Avukatlık Yasası gereği, baroların görevlerinden doğan veya görev sırasında işledikleri suçlardan dolayı haklarında soruşturma açılması için Adalet Bakanlığı’nın izni gerektiği belirtilen açıklamada, “Bu açık hükme ve bizzat çağrı çıkaran Cumhuriyet savcısına yazılı başvuru ile bu hüküm anımsatılmış olmasına rağmen, savcılık bu girişimimizi “görev” olarak telakki etmemiş ve Adalet Bakanlığı’ndan izin almaya gerek duymaksızın kanuna aykırı bir soruşturma başlatmıştır.” ifadeleri kullanıldı.

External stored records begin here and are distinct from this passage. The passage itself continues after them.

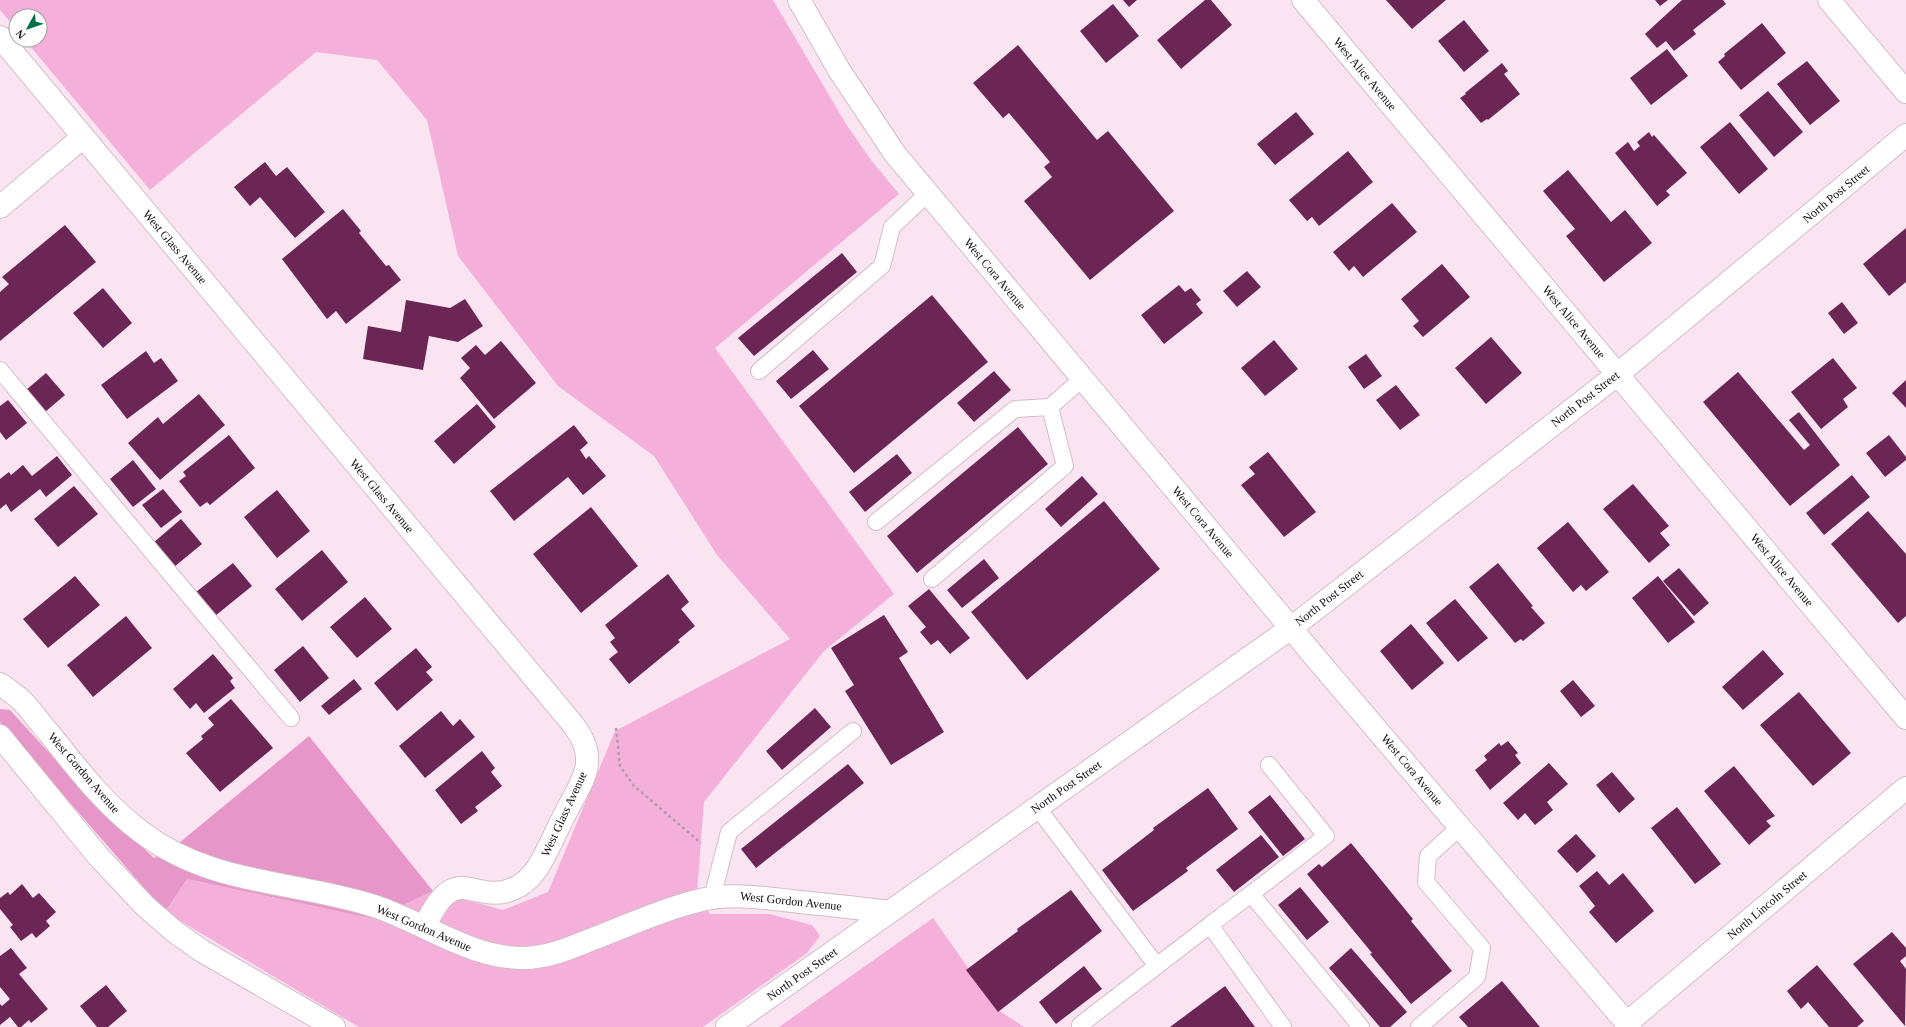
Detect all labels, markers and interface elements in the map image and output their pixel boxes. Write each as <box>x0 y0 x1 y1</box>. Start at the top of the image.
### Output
north arrow <box>8 8 48 48</box>
text: N <box>13 27 27 41</box>
street label: West Alice Avenue <box>1330 35 1400 113</box>
street label: North Post Street <box>1800 162 1873 226</box>
street label: West Glass Avenue <box>140 207 210 287</box>
street label: West Cora Avenue <box>961 235 1029 313</box>
street label: West Alice Avenue <box>1539 283 1609 361</box>
street label: North Post Street <box>1548 368 1622 430</box>
street label: West Glass Avenue <box>347 456 417 536</box>
street label: West Cora Avenue <box>1169 483 1237 561</box>
street label: West Alice Avenue <box>1747 531 1817 609</box>
street label: North Post Street <box>1292 567 1366 629</box>
street label: West Gordon Avenue <box>45 730 123 816</box>
street label: West Cora Avenue <box>1378 731 1446 809</box>
street label: North Post Street <box>1028 757 1104 816</box>
street label: West Glass Avenue <box>538 769 590 859</box>
street label: North Lincoln Street <box>1724 867 1810 942</box>
street label: West Gordon Avenue <box>739 889 843 913</box>
street label: West Gordon Avenue <box>374 902 474 954</box>
street label: North Post Street <box>764 944 840 1003</box>

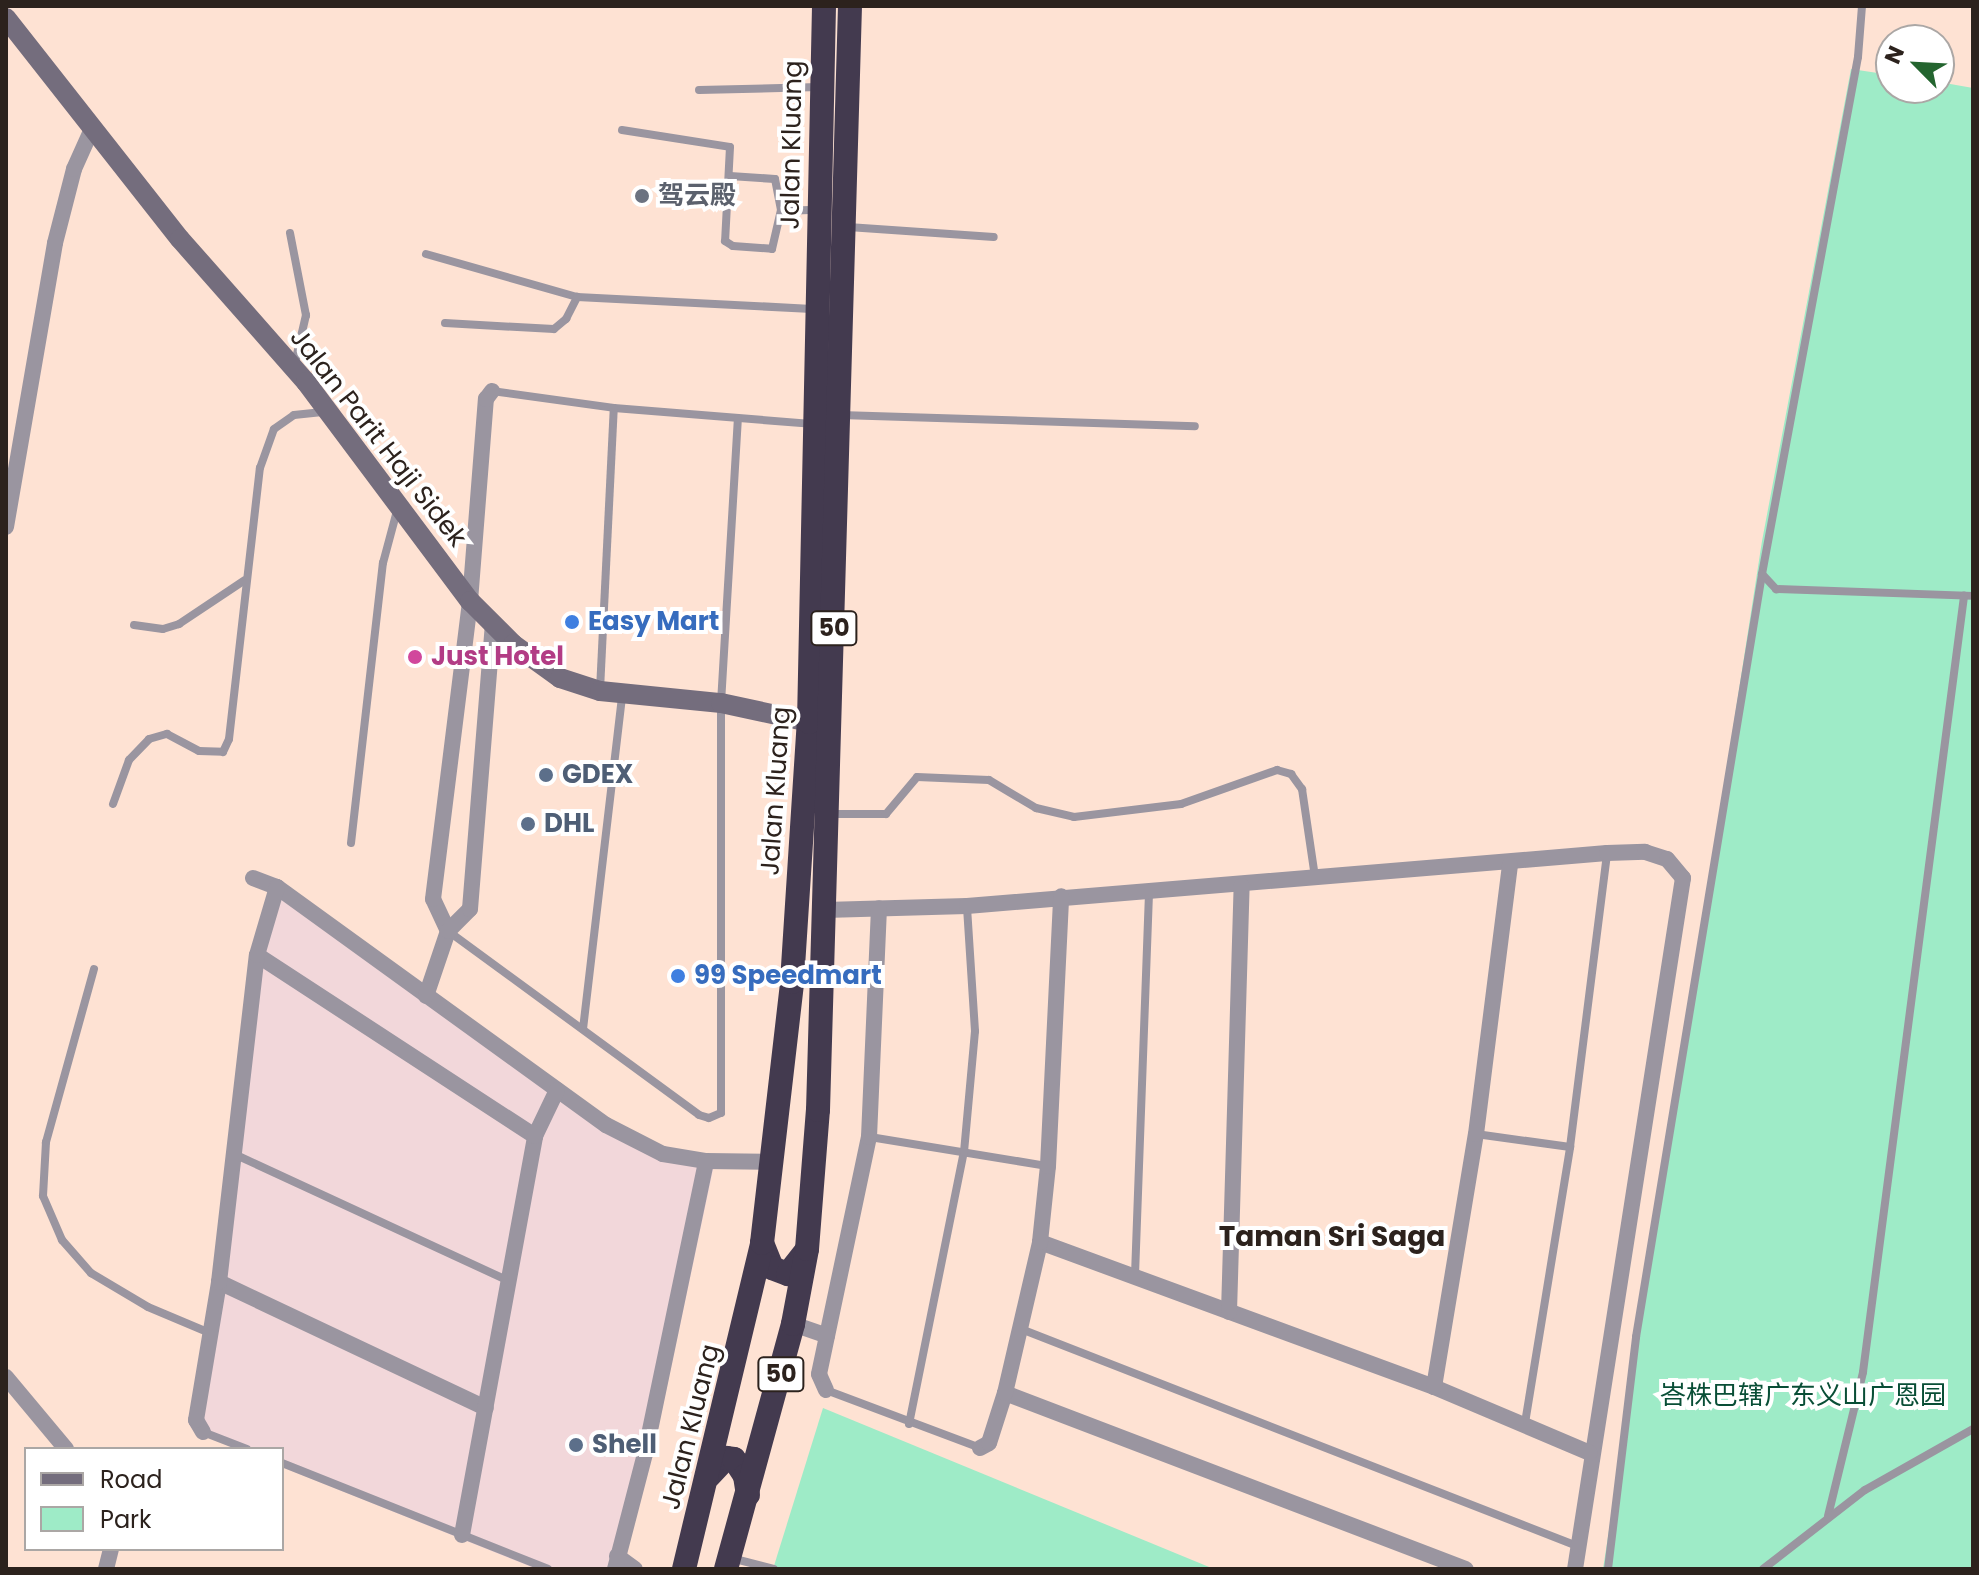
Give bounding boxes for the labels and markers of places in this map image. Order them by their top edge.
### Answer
place label: 驾云殿 [658,180,736,212]
marker: 驾云殿 [633,187,651,205]
place label: Easy Mart [588,606,719,638]
marker: Easy Mart [563,613,581,631]
place label: Just Hotel [431,641,564,673]
marker: Just Hotel [406,648,424,666]
place label: GDEX [562,759,633,791]
marker: GDEX [537,766,555,784]
place label: DHL [544,808,594,840]
marker: DHL [519,815,537,833]
place label: 99 Speedmart [694,960,882,992]
marker: 99 Speedmart [669,967,687,985]
place label: Shell [592,1429,657,1461]
marker: Shell [567,1436,585,1454]

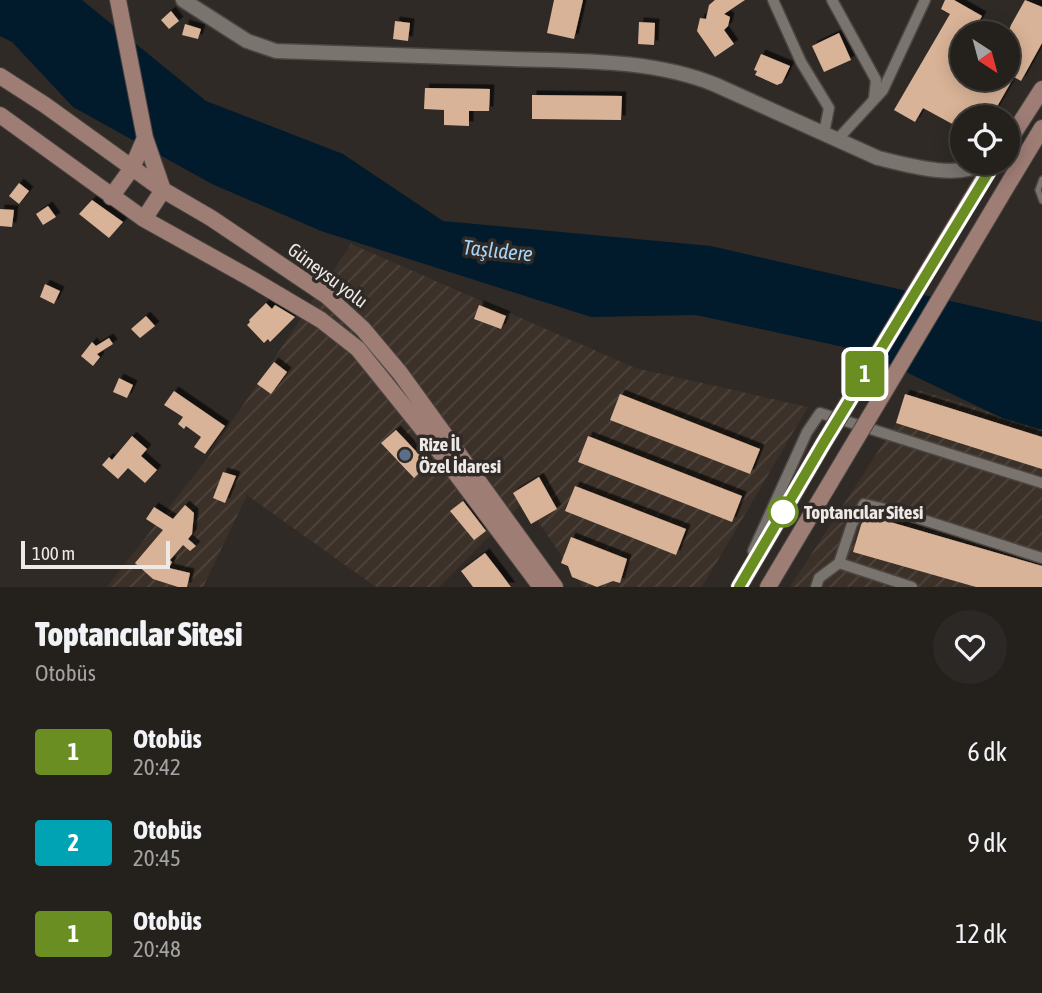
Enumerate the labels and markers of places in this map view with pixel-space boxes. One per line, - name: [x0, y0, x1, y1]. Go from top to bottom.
- place label: Rize İl Özel İdaresi: [419, 433, 501, 477]
- marker: Rize İl Özel İdaresi: [397, 447, 413, 463]
- marker: Toptancılar Sitesi: [768, 497, 798, 527]
- place label: Toptancılar Sitesi: [804, 501, 923, 523]

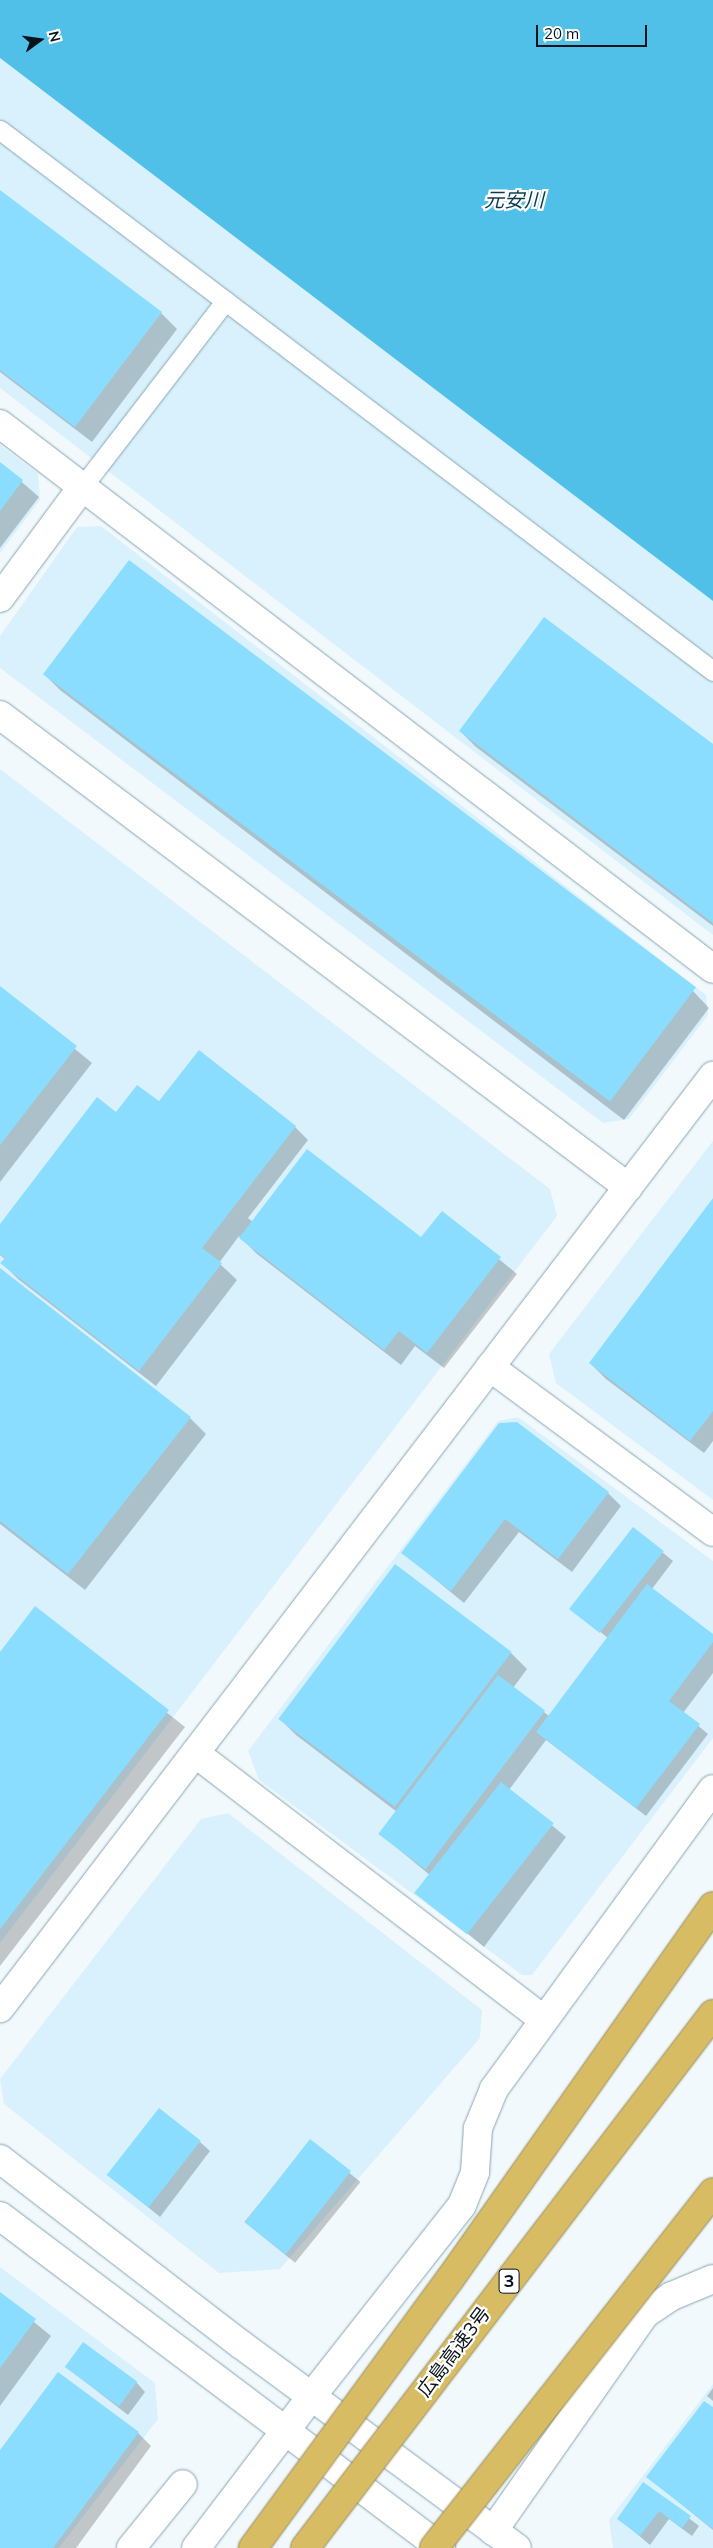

Aynı mahkeme tarafından cübbelerini bırakarak duruşmalara girmeyen avukatlar yerine zorunlu müdafi tayinine olumlu yanıt vermedikleri gerekçesiyle ikinci bir suç duyurusunda bulunulduğu anlatılan açıklamada, “Yasa, yönetmelik ve CGK kararları açıkça, vekalet ilişkisinin istifa, azil gibi nedenlerle sona ermediği hallerde, zorunlu müdafi tayininin yasal dayanaktan yoksun olacağı hükmünü içermektedir. CMK ile ilgili yönetmeliğin açık hükmüne ve bizzat İstanbul Barosu’nun taraf olduğu Yargıtay Ceza Genel Kurulu kararlarına rağmen, bu taleplerinde ısrarcı olan ve atama yapılmaması halinde yeni bir suç duyurusu yapılacağı ihtar olunarak devam ettirilen bu talep, mahkemenin baroyu hukuk dışı işlem yapmaya zorlamasından başka bir tanımlama ile karşılanamaz.” denildi.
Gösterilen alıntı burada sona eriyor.